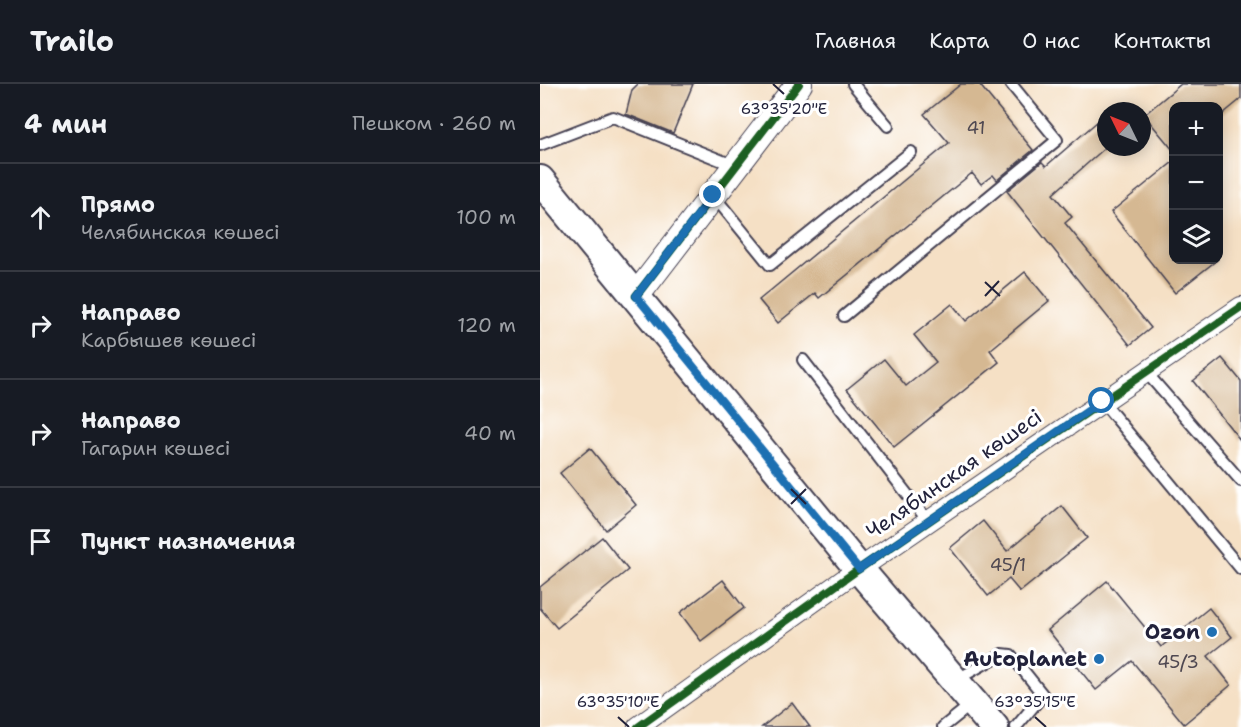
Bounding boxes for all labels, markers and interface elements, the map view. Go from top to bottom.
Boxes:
text: Trailo [30,22,114,60]
text: Главная [815,27,896,55]
text: Карта [929,27,989,55]
text: О нас [1022,27,1080,55]
text: Контакты [1113,27,1211,55]
text: 63°35'20"E [741,99,827,119]
north arrow [1097,102,1151,156]
map controls [1169,102,1223,264]
button: + [1169,102,1223,156]
text: 4 мин [24,106,107,141]
text: Пешком · 260 m [352,110,516,136]
house number: 41 [966,116,986,140]
button: − [1169,156,1223,210]
route end [699,181,725,207]
text: Прямо [81,190,155,219]
icon: ahead [24,201,57,234]
text: 100 m [456,204,516,230]
button: layers [1169,210,1223,264]
text: Челябинская көшесі [81,219,280,245]
text: Направо [81,298,181,327]
icon: right [24,309,57,342]
text: 120 m [457,312,516,338]
text: Карбышев көшесі [81,327,256,353]
route start [1088,387,1114,413]
street label: Челябинская көшесі [860,403,1048,545]
text: Направо [81,406,181,435]
icon: right [24,417,57,450]
text: 40 m [464,420,516,446]
text: Гагарин көшесі [81,435,230,461]
icon: arrive [24,525,57,558]
text: Пункт назначения [81,527,295,556]
house number: 45/1 [990,553,1026,577]
place label: Ozon [1145,618,1200,646]
marker: Ozon [1205,625,1219,639]
place label: Autoplanet [963,645,1087,673]
house number: 45/3 [1157,650,1199,674]
marker: Autoplanet [1092,652,1106,666]
text: 63°35'10"E [577,692,659,712]
text: 63°35'15"E [994,692,1076,712]

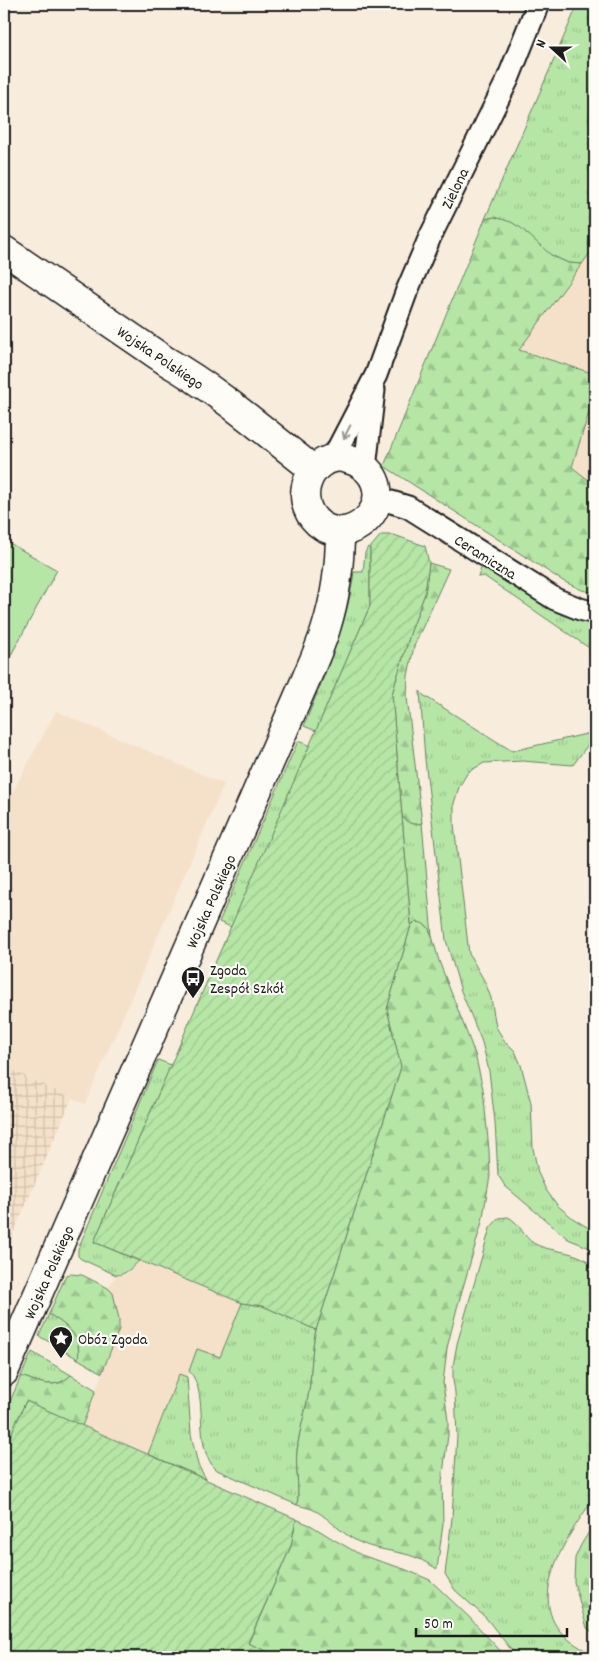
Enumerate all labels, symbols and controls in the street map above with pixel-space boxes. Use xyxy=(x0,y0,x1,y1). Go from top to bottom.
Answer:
north arrow xyxy=(526,22,576,72)
text: N xyxy=(531,37,552,51)
street label: Zielona xyxy=(437,164,476,213)
street label: Wojska Polskiego xyxy=(111,321,208,397)
one-way arrow xyxy=(342,425,352,440)
street label: Ceramiczna xyxy=(449,530,521,587)
street label: Wojska Polskiego xyxy=(181,851,243,953)
place label: Zgoda Zespół Szkół xyxy=(210,960,284,1001)
bus stop icon: Zgoda Zespół Szkół xyxy=(180,965,206,999)
street label: Wojska Polskiego xyxy=(19,1222,81,1324)
place icon: Obóz Zgoda xyxy=(48,1325,74,1359)
place label: Obóz Zgoda xyxy=(78,1329,148,1352)
scale bar xyxy=(416,1606,568,1638)
text: 50 m xyxy=(424,1614,453,1636)

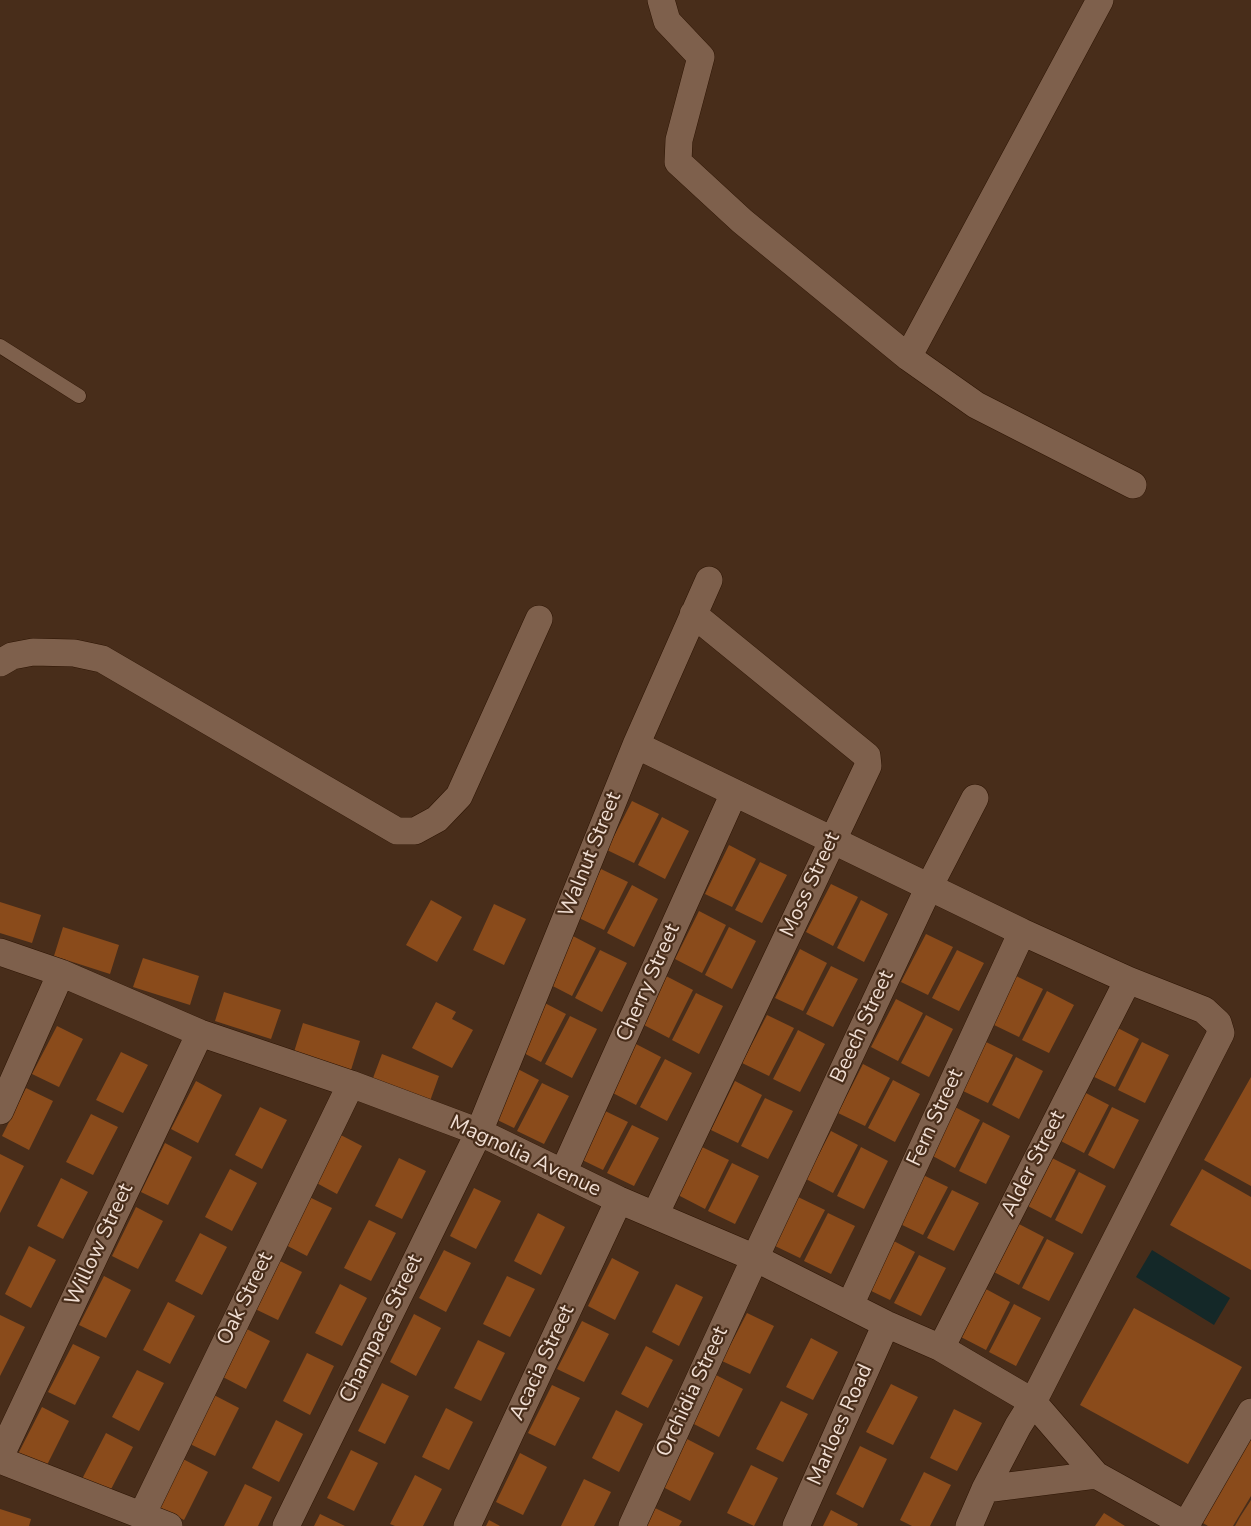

---

Work instruction: Write each line exactly as it appears, from the line that holds "Enumerate all labels, symbols" through the closing line of the data above, and leave every picture out.

Answer to the problem:
Enumerate all labels, symbols and controls in the street map above with pixel-space boxes. Use xyxy=(x0,y0,x1,y1). Go from top to bottom.
Answer:
north arrow xyxy=(526,22,576,72)
text: N xyxy=(531,37,552,51)
street label: Zielona xyxy=(437,164,476,213)
street label: Wojska Polskiego xyxy=(111,321,208,397)
one-way arrow xyxy=(342,425,352,440)
street label: Ceramiczna xyxy=(449,530,521,587)
street label: Wojska Polskiego xyxy=(181,851,243,953)
place label: Zgoda Zespół Szkół xyxy=(210,960,284,1001)
bus stop icon: Zgoda Zespół Szkół xyxy=(180,965,206,999)
street label: Wojska Polskiego xyxy=(19,1222,81,1324)
place icon: Obóz Zgoda xyxy=(48,1325,74,1359)
place label: Obóz Zgoda xyxy=(78,1329,148,1352)
scale bar xyxy=(416,1606,568,1638)
text: 50 m xyxy=(424,1614,453,1636)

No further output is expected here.